Thanks for your review, Paolo.
Below are some answers.
Will have to chew on the others.

On Fri, 7 Jul 2017 18:52:45 +0200, Paolo Bonzini <pbonzini@redhat.com> wrote:
> On 07/07/2017 16:34, Adalbert Lazar wrote:
> > +:Returns: ↴
> 
> What is this character? :)

I thought using a nice right-down arrow instead of a boring/inexpressive
ASCII char in order to avoid trailing spaces will be cool. At least it
was fun :)

> > +	struct kvmi_get_version_reply {
> > +		__s32 err;
> > +		__u32 version;
> > +	};
> > +
> > +Returns the introspection API version (the KVMI_VERSION constant) and the
> > +error code (zero).
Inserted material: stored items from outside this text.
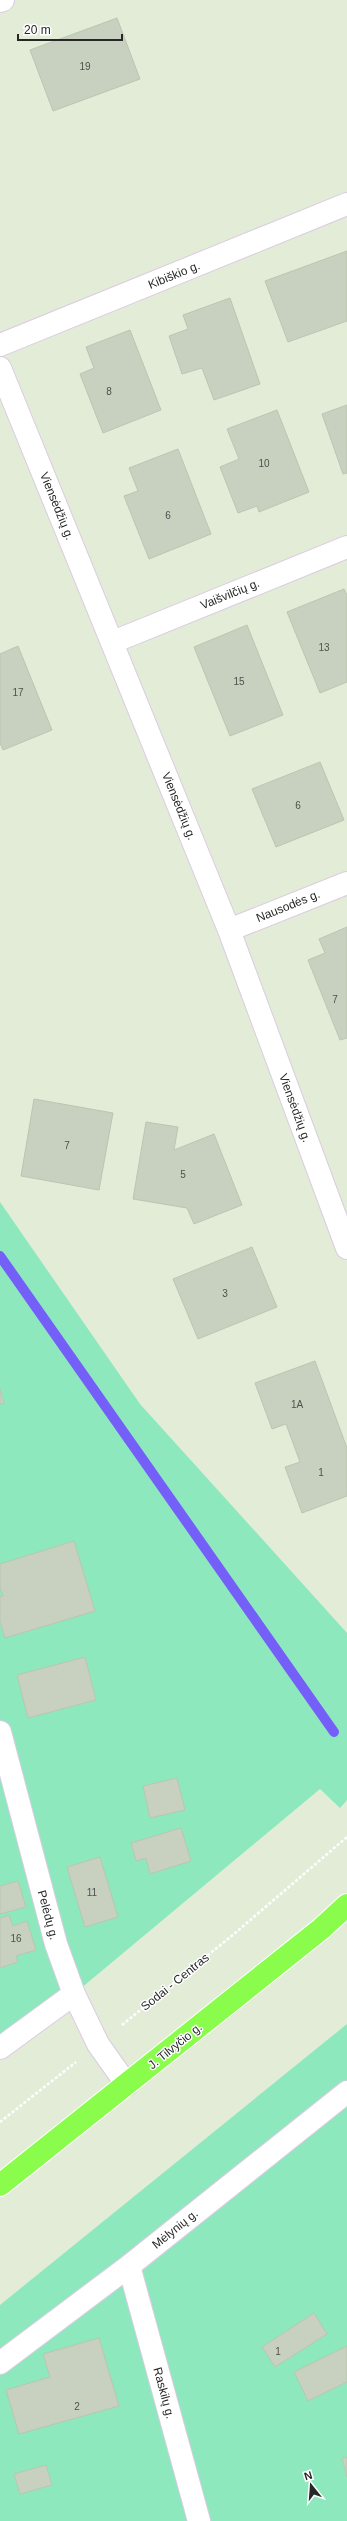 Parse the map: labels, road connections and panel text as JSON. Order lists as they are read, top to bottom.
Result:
{
  "streets": {
    "main road": ["J. Tilvyčio g."],
    "street": [
      "Kibiškio g.",
      "Viensėdžių g.",
      "Vaišvilčių g.",
      "Nausodės g.",
      "Pelėdų g.",
      "Mėlynių g.",
      "Raskilų g."
    ],
    "path": ["Sodai - Centras"]
  },
  "crossings": [
    ["Viensėdžių g.", "Vaišvilčių g."],
    ["Viensėdžių g.", "Nausodės g."],
    ["Pelėdų g.", "Sodai - Centras"],
    ["Pelėdų g.", "J. Tilvyčio g."],
    ["Mėlynių g.", "Raskilų g."]
  ],
  "house_numbers": [
    "19",
    "8",
    "10",
    "6",
    "13",
    "15",
    "17",
    "6",
    "7",
    "7",
    "5",
    "3",
    "1A",
    "1",
    "11",
    "16",
    "1",
    "2"
  ],
  "scale_bar": "20 m",
  "north": "top"
}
In case of an unlikely error, the version will have an
> > +undefined value.
> 
> Would it make sense to return a few more information fields, for example
> the set of supported KVMI_CONTROL_EVENTS events?

Sure.

> > +	struct kvmi_get_guest_info_reply {
> > +		__s32 err;
> > +		__u16 vcpu_count;
> > +		__u16 padding;
> > +		__u64 tsc_speed;
> > +	};
> > +
> > +Returns the number of online vcpus, and the TSC frequency in HZ, if supported
> > +by the architecture (otherwise is 0).
> 
> Can the TSC frequency be specified only if the guest is using TSC
> scaling?  Defining the TSC frequency on older hosts is a bit tricky.  0
> would be the host.
> 
> Maybe define the second padding to be
> 
> 	__u16 arch;
> 
> (0 = x86) followed by an arch-specific payload.

Sure.

> > +5. KVMI_SHUTDOWN_GUEST
> > +----------------------
> > +
> > +Ungracefully shutdown the guest.
> 
> Note that all KVM can do here is pass down a request asynchronously to
> userspace, failing further KVM_RUN ioctls.  I'm suggesting below an
> alternative action.

We were thinking about sending an "ungraceful" TERM signal :D

Adding another reponse (exit-to-userspace-with-shutdown) on events,
as you suggested below, makes sense.

> > +12. KVMI_SET_PAGE_ACCESS
> > +------------------------
> > +
> > +Sets the spte flags (rwx - present, write & user) - access - for the specified
> > +vCPU and guest physical address.
> 
> rwx or pwu?  I suppose RWX.  Maybe #define the constants in the
> documentation.

RWX.
Will do.

> > +17. KVMI_CONTROL_EVENTS
> > +-----------------------
> > +
> > +:Architectures: all
> > +:Versions: >= 1
> > +:Parameters: ↴
> > +
> > +::
> > +
> > +	struct kvmi_control_events {
> > +		__u16 vcpu;
> > +		__u16 padding;
> > +		__u32 events;
> > +	};
> > +
> > +:Returns: ↴
> > +
> > +::
> > +
> > +	struct kvmi_error_code {
> > +		__s32 err;
> > +		__u32 padding;
> > +	};
> > +
> > +Enables/disables vCPU introspection events, by setting/clearing one or more
> > +of the following bits (see 'Events' below) :
> > +
> > +	KVMI_EVENT_CR
> > +	KVMI_EVENT_MSR
> > +	KVMI_EVENT_XSETBV
> > +	KVMI_EVENT_BREAKPOINT
> > +	KVMI_EVENT_USER_CALL
> > +	KVMI_EVENT_PAGE_FAULT
> > +	KVMI_EVENT_TRAP
> > +
> > +Trying to enable unsupported events (~KVMI_KNOWN_EVENTS) by the current
> > +architecture would fail and -EINVAL will be returned.
> 
> I would prefer the interface to allow enable (set bits), disable (clear
> bits) in addition to set (what you have here) the events.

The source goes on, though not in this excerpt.